I think to prove that a limit doesn't exist you have to use the 'Two-Path test' although i'm not sure how to do this. Any help would be much appreciated. Thanks.

• Apr 26th 2009, 02:32 PM
Jester
Quote:

Originally Posted by herandi1
I'm having problems with some questions on a calculus worksheet. The main one is:

'Show that the following limit does not exist:

lim x+y/x-y

(
x,y)->(0,0)

I think to prove that a limit doesn't exist you have to use the 'Two-Path test' although i'm not sure how to do this. Any help would be much appreciated.
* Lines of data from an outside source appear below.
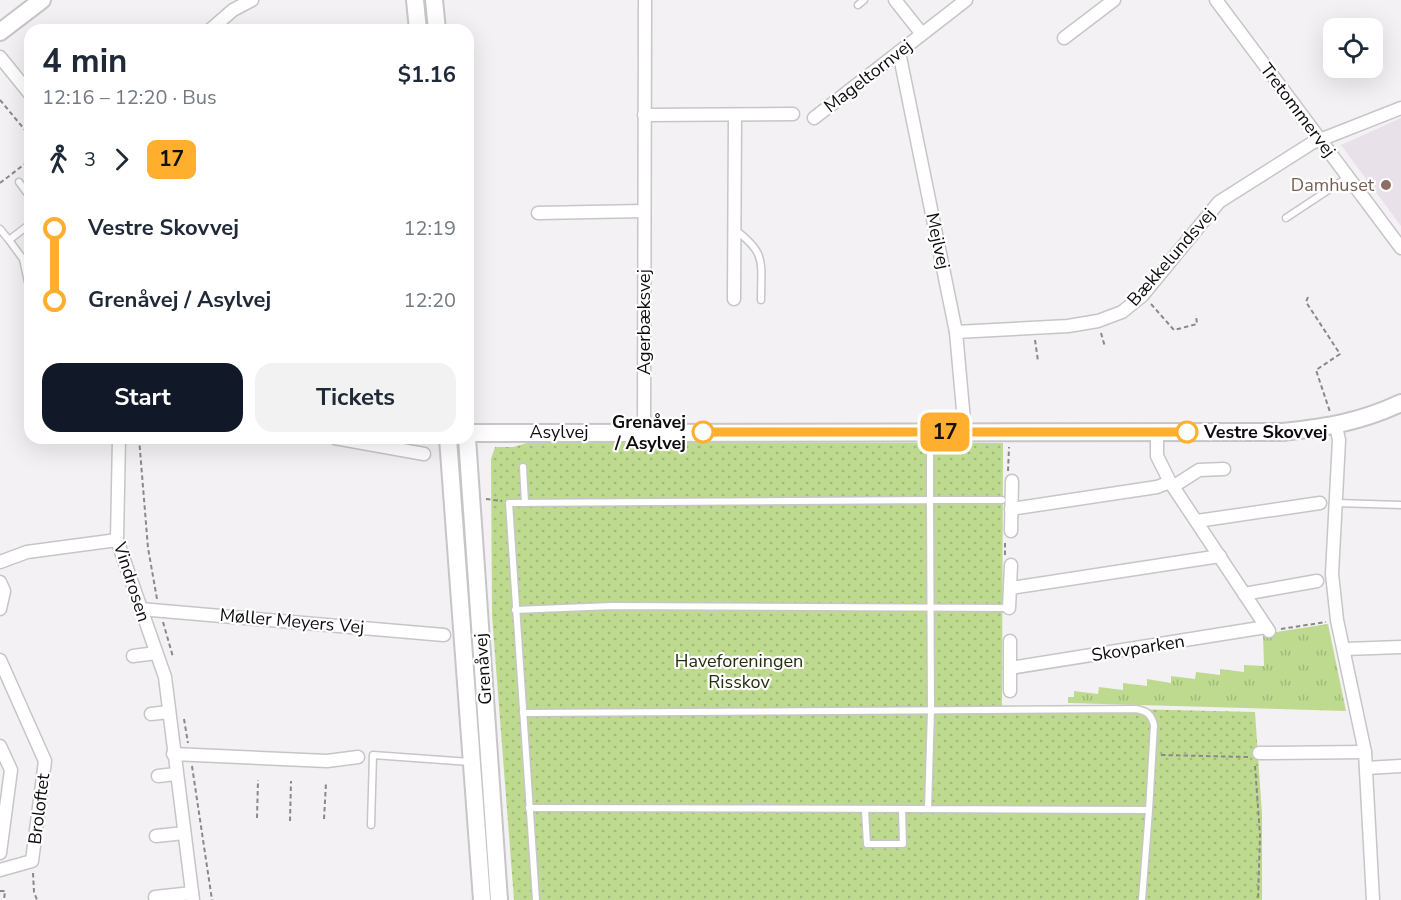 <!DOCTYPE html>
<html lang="en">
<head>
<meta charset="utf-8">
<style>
  :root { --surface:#fff; --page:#f2f2f3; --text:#1f2937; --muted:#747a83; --accent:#111827 }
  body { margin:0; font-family:"Nunito Sans",sans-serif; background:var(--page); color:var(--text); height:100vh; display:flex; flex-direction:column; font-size:22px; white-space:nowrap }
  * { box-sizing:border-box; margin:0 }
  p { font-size:20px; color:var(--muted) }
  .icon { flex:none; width:33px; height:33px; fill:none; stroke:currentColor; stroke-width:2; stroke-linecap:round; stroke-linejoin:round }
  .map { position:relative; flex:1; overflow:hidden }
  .panel { position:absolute; left:24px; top:24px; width:450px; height:420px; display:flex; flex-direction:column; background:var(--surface); border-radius:18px; box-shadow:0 6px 24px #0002 }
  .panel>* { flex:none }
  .badge { padding:0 12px; border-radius:9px; font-size:21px; line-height:39px }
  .controls { position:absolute; left:1323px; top:18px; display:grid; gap:12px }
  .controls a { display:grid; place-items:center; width:60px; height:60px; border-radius:12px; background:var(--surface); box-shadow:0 6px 24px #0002; font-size:30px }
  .map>.badge { position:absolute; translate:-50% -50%; box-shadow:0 0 0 3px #fff }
  .legs { display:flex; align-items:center; gap:9px; height:66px; padding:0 18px; font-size:20px }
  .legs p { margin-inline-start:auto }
  .summary { display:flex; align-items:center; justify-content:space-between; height:102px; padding:0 18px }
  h1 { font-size:33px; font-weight:700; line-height:45px }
  .action { display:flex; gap:12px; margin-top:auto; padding:12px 18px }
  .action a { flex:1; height:69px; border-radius:18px; background:var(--accent); color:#fff; font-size:24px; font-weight:700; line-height:69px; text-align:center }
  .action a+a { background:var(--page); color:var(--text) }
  ul { padding:0 18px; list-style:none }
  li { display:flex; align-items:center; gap:21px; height:72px; font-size:22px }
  li i { display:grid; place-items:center; width:9px; height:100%; margin:0 8px; background:currentColor }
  li i::after { content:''; width:15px; height:15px; margin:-8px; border:4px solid; border-radius:50%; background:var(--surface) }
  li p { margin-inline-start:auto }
  li:first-child i { background:linear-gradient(#0000 50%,currentColor 0) }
  li:last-child i { background:linear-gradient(currentColor 50%,#0000 0) }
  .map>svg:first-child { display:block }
</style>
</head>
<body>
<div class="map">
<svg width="1401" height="900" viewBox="0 0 1401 900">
  <defs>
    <pattern id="park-tufts" width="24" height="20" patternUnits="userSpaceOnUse" patternTransform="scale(1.5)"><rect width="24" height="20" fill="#bdda8f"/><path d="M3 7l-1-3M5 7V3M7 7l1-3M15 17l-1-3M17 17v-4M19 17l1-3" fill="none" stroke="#a1ba7a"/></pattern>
    <pattern id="garden-dots" width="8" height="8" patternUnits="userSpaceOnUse" patternTransform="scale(1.5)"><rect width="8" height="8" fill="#bdda8f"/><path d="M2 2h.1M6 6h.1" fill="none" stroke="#a1ba7a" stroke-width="1.8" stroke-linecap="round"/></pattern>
  </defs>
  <rect width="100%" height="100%" fill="#f4f1f5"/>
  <path fill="#e9e1ea" d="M1401 118V226L1341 145Z"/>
  <path fill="url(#park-tufts)" d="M1328 624 1346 711 1068 703V697H1074V691L1098 694 1099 687 1123 690V683L1147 686V679L1171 683V676L1195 679 1196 672 1220 675V669L1244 672V665L1264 666 1263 634Z"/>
  <path fill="url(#garden-dots)" d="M530 442 1003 443 1002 706 1255 712 1262 814V900H514L492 616 491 459 495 447H513Z"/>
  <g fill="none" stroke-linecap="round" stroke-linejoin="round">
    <g stroke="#c7c5c8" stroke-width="9">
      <g id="lane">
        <path d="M858 5 864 0"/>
        <path d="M19 182 30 197"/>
        <path d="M1286 218 1348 177"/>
        <path d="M0 229 9 240 30 224"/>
        <path d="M734 229C767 253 761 262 761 300"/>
        <path d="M9 240 23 259 30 291"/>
        <path d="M930 434V500H1002"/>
        <path d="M523 467 525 503"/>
        <path d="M1336 503 1401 505"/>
        <path d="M515 610 612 606 1009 608"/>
        <path d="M523 713 1136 709C1147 711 1151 714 1154 725L1149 810"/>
        <path d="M529 808 928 809"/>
        <path d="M865 810 867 844H903L902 810"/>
        <path d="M371 825 373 755 470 762"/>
        <path d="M536 900 509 503 930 500 931 710 928 809 1149 810 1142 900"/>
      </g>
    </g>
    <g stroke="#c7c5c8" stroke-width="15">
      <g id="street">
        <path d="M895 0 922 34"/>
        <path d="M1216 0 1401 248"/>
        <path d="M210 30 233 10 252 0"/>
        <path d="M1064 38 1114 0"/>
        <path d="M899 52 956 332 965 432"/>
        <path d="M0 57 30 94"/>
        <path d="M644 115 793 114"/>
        <path d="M814 118 966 0"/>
        <path d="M538 213 644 211"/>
        <path d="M734 299 735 115"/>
        <path d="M956 332 1068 326 1098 321 1122 312 1142 296 1219 202 1312 143 1401 108"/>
        <path d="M1336 426 1339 440 1332 574 1337 620 1365 752 1373 900"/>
        <path d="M644 432 645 0"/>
        <path d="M1157 432V456L1170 482 1269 631"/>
        <path d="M119 438 117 540 165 677 193 900"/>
        <path d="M335 438 424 454"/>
        <path d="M1174 486 1199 470 1224 469"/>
        <path d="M1011 509 1157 487 1170 482"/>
        <path d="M1197 521 1320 503"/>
        <path d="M1011 531 1012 481"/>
        <path d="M0 562 27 552 117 540"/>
        <path d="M0 582 4 591 0 609"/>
        <path d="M1011 588 1220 556"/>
        <path d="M1244 594 1317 581"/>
        <path d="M1009 608 1011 565"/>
        <path d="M140 609 444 635"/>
        <path d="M1345 649 1401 647"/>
        <path d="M133 656 156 653"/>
        <path d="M0 660 45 761 32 861 0 870"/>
        <path d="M1010 668 1266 627"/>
        <path d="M1010 691V641"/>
        <path d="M151 714 169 712"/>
        <path d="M0 746 11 770 0 853"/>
        <path d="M1259 753 1365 752"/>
        <path d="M173 754 327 761 358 757"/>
        <path d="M1366 768 1401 766"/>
        <path d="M158 776 176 774"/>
        <path d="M156 836 184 833"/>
        <path d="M155 897 192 893"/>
      </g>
    </g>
    <g stroke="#c7c5c8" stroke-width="20">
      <g id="secondary">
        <path d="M415 0 418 30"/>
        <path d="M434 0 437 30"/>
        <path d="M0 32 42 0"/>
        <path d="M468 433 1283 432C1328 427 1360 422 1401 403"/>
        <path d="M448 438 482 900"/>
        <path d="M467 438 499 900"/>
      </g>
    </g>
    <g stroke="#8b888b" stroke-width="2" stroke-dasharray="4.5 3" stroke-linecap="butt">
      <path d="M0 100 30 136"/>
      <path d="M0 183 30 160"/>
      <path d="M1308 297 1306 302 1340 354 1316 370 1330 412"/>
      <path d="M1151 304 1174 330 1197 324 1196 315"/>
      <path d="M1101 333 1105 347"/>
      <path d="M1035 340 1038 361"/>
      <path d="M139 438 148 548 157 599"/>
      <path d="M1008 471 1009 447"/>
      <path d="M486 499 502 501"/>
      <path d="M1005 555V543"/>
      <path d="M163 622 173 657"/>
      <path d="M1281 629 1326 622"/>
      <path d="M184 719 188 743"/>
      <path d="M1161 755 1248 757"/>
      <path d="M192 766 212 900"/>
      <path d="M1255 766 1260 835 1258 900"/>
      <path d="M257 818 258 780"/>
      <path d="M324 819 326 783"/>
      <path d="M290 821 291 781"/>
      <path d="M33 873 34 892 37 900"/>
      <path d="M0 891H5L4 900"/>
    </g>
    <use href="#lane" stroke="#fff" stroke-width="6"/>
    <use href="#street" stroke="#fff" stroke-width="12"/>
    <use href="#secondary" stroke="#fff" stroke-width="16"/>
  </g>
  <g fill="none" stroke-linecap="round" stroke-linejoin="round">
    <g stroke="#fff" stroke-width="14">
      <path id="line-1" d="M703 432H1187"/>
    </g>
    <use href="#line-1" stroke="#ffae2d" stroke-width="9"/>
  </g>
  <circle fill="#8d6e63" stroke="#fff" stroke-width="2" cx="1386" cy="185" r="6"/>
  <g fill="#fff" stroke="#ffae2d" stroke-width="3">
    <circle cx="703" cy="432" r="10"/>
    <circle cx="1187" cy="432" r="10"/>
  </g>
  <g text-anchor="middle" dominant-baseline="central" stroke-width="4.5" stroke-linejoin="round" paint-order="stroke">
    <g font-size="18" fill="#0e0d0e" stroke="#fff">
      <text transform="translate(868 76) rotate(-38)">Mageltornvej</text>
      <text transform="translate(1298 110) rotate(53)">Tretommervej</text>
      <text transform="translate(938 241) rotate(78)">Mejlvej</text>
      <text transform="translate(1171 257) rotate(-49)">Bækkelundsvej</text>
      <text transform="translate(644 322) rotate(-90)">Agerbæksvej</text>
      <text x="559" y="432">Asylvej</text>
      <text transform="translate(132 582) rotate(72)">Vindrosen</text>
      <text transform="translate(292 621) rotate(5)">Møller Meyers Vej</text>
      <text transform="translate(1138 648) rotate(-9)">Skovparken</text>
      <text transform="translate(483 669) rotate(-94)">Grenåvej</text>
      <text transform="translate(39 809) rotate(-83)">Broloftet</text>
    </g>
    <g font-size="18" fill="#785e54" stroke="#fff" text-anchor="end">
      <text x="1374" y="185">Damhuset</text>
    </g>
    <g font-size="18" font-weight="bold" fill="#0e0d0e" stroke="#fff" text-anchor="end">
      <text x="686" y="422">Grenåvej<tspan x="686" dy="21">/ Asylvej</tspan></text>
      <text x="1204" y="432" text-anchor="start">Vestre Skovvej</text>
    </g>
    <g font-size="18" fill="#222f0a" stroke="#fff">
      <text x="739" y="661">Haveforeningen<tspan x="739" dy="21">Risskov</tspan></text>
    </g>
  </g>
</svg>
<div class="controls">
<a><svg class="icon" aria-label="locate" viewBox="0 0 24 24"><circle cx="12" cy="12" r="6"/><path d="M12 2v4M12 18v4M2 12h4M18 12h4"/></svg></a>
</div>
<b class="badge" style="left:945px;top:432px;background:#ffae2d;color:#111">17</b>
<section class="panel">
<div class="summary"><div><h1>4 min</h1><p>12:16 – 12:20 · Bus</p></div><b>$1.16</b></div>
<div class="legs"><svg class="icon" aria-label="walk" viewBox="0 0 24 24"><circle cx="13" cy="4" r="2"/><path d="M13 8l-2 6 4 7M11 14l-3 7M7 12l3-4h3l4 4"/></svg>3<svg class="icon" aria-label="forward" viewBox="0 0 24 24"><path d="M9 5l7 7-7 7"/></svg><b class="badge" style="background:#ffae2d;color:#111">17</b></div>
<ul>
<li><i style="color:#ffae2d"></i><b>Vestre Skovvej</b><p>12:19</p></li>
<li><i style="color:#ffae2d"></i><b>Grenåvej / Asylvej</b><p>12:20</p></li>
</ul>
<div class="action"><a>Start</a><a>Tickets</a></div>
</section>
</div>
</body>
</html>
Thanks.

Approach along the x-axis $(y=0)$ and then approach along the y-axis $(x=0).$ You'll get two different limits.
• Apr 26th 2009, 02:57 PM
herandi1
im confused, do we need to bring in a constant with these functions, otherwise it'll still make 0/0 right?
• Apr 26th 2009, 03:10 PM
Plato
Quote:

Originally Posted by herandi1
im confused, do we need to bring in a constant with these functions, otherwise it'll still make 0/0 right?

Just say that the limit does not exist. 0/0 is meaningless.
Along the path $y=-x$ the limit is $0$.
Along the path $y=0$ the limit is $1$.
That proves that there is no limit.
• Apr 26th 2009, 11:23 PM
woof
Quote:

Originally Posted by herandi1
im confused, do we need to bring in a constant with these functions, otherwise it'll still make 0/0 right?

Simplify before you take the limit.

For y=0: $\ \ {x\over x}=1$ and then take the limit, which is 1.

For x=0: $\ \ {-y\over y}=-1$ and then take the limit, which is -1.